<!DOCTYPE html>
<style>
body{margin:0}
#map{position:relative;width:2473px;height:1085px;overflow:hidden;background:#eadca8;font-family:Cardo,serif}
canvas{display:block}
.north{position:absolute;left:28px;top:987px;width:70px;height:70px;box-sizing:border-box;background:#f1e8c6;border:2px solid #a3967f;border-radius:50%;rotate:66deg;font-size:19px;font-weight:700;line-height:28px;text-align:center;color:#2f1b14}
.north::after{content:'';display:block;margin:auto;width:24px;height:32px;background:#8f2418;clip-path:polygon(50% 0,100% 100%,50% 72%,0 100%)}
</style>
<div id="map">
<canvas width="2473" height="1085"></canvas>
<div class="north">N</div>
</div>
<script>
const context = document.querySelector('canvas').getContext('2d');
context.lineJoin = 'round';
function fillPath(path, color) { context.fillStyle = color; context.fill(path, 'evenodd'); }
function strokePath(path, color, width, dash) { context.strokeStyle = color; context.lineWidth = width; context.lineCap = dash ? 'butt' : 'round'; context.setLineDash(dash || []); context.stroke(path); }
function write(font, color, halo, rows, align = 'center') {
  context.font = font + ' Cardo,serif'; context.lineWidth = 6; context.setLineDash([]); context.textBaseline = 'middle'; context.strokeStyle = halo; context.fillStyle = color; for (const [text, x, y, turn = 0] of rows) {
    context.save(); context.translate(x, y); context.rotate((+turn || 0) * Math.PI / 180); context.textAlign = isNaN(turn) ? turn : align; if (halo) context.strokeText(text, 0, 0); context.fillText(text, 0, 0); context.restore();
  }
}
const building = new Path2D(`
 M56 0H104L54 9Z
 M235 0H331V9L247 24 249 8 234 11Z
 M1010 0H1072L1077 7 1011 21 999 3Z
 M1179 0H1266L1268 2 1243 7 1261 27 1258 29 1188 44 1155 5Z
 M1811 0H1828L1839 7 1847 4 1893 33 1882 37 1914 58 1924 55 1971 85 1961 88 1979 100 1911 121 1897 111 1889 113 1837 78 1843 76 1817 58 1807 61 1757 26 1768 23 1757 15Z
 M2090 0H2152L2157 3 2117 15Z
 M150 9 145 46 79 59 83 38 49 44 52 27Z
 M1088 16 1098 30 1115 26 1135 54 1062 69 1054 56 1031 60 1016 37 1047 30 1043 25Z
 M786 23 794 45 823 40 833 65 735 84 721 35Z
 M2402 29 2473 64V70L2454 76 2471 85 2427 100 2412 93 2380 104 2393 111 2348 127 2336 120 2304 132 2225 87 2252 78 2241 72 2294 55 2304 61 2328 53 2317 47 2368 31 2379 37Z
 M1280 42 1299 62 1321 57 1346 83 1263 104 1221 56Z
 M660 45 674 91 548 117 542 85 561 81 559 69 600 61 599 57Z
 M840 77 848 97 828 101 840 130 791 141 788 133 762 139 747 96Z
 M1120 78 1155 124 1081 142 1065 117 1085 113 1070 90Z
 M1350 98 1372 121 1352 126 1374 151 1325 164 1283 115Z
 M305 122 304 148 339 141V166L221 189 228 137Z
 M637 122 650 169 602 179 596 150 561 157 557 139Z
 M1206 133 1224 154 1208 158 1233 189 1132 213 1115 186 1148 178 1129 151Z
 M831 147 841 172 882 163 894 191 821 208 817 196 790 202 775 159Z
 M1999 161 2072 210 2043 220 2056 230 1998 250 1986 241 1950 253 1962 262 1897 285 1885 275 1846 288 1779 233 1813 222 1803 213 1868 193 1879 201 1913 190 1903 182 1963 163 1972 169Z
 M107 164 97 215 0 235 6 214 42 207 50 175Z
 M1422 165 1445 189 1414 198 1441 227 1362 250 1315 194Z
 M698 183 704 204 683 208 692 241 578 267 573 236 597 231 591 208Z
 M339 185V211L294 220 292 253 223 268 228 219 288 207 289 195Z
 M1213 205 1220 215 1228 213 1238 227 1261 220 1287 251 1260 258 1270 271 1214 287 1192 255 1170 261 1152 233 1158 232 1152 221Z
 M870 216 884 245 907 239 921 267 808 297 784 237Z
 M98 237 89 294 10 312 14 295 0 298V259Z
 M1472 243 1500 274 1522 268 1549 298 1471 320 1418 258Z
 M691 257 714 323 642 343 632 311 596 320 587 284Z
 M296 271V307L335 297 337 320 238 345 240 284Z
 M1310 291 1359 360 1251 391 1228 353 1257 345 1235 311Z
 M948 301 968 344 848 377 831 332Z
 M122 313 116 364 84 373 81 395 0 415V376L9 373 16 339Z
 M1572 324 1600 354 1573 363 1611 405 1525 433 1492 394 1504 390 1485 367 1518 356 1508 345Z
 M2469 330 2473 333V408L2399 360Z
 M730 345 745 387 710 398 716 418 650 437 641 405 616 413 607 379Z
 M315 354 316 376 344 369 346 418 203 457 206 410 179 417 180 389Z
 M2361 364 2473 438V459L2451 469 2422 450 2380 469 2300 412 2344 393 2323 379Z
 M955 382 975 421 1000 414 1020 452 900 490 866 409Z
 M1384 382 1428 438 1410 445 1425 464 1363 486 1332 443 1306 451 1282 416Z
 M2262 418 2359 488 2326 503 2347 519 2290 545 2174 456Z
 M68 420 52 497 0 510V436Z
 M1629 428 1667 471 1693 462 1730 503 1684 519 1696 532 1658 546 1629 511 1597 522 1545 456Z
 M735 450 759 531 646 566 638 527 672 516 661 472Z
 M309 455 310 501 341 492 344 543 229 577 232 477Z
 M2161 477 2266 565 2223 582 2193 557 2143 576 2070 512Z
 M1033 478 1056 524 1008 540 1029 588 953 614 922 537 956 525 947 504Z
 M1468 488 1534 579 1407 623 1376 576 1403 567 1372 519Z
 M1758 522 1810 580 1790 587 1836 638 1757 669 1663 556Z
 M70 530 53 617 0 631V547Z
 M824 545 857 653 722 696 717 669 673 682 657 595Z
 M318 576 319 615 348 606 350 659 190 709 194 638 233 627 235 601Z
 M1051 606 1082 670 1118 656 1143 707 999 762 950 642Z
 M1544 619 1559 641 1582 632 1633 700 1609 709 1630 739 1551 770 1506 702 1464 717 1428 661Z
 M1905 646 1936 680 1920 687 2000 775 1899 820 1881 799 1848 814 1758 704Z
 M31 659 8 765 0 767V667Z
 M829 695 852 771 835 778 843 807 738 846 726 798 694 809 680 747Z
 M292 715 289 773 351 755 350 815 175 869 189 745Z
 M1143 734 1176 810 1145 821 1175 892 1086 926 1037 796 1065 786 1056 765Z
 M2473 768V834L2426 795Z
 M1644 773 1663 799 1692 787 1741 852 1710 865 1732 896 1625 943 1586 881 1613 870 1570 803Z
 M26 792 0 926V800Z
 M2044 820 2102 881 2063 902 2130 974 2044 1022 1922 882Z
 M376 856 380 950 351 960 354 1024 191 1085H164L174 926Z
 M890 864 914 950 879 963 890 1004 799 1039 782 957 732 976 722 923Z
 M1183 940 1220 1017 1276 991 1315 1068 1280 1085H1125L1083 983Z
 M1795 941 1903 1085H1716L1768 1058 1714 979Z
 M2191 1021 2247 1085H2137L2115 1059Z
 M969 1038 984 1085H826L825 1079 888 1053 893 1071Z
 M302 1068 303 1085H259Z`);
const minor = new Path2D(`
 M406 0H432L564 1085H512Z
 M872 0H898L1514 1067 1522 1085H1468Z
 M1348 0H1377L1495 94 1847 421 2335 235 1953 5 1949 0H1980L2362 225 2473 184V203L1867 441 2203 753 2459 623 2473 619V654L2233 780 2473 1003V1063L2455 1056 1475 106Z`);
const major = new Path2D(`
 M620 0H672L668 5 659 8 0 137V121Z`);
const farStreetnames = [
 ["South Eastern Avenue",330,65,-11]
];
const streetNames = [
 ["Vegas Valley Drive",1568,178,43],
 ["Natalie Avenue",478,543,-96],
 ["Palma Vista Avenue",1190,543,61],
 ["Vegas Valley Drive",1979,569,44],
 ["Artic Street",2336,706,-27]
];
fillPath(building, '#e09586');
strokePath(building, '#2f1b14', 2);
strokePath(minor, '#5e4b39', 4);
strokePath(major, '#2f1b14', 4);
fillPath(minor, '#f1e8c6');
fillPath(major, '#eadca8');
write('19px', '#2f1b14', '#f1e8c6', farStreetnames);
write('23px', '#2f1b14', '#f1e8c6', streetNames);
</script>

_ _ _ _ _

What the exercise asks
In the records above, find each line with the string "position" and list it.

Answer for the task
#map{position:relative;width:2473px;height:1085px;overflow:hidden;background:#eadca8;font-family:Cardo,serif}
.north{position:absolute;left:28px;top:987px;width:70px;height:70px;box-sizing:border-box;background:#f1e8c6;border:2px solid #a3967f;border-radius:50%;rotate:66deg;font-size:19px;font-weight:700;line-height:28px;text-align:center;color:#2f1b14}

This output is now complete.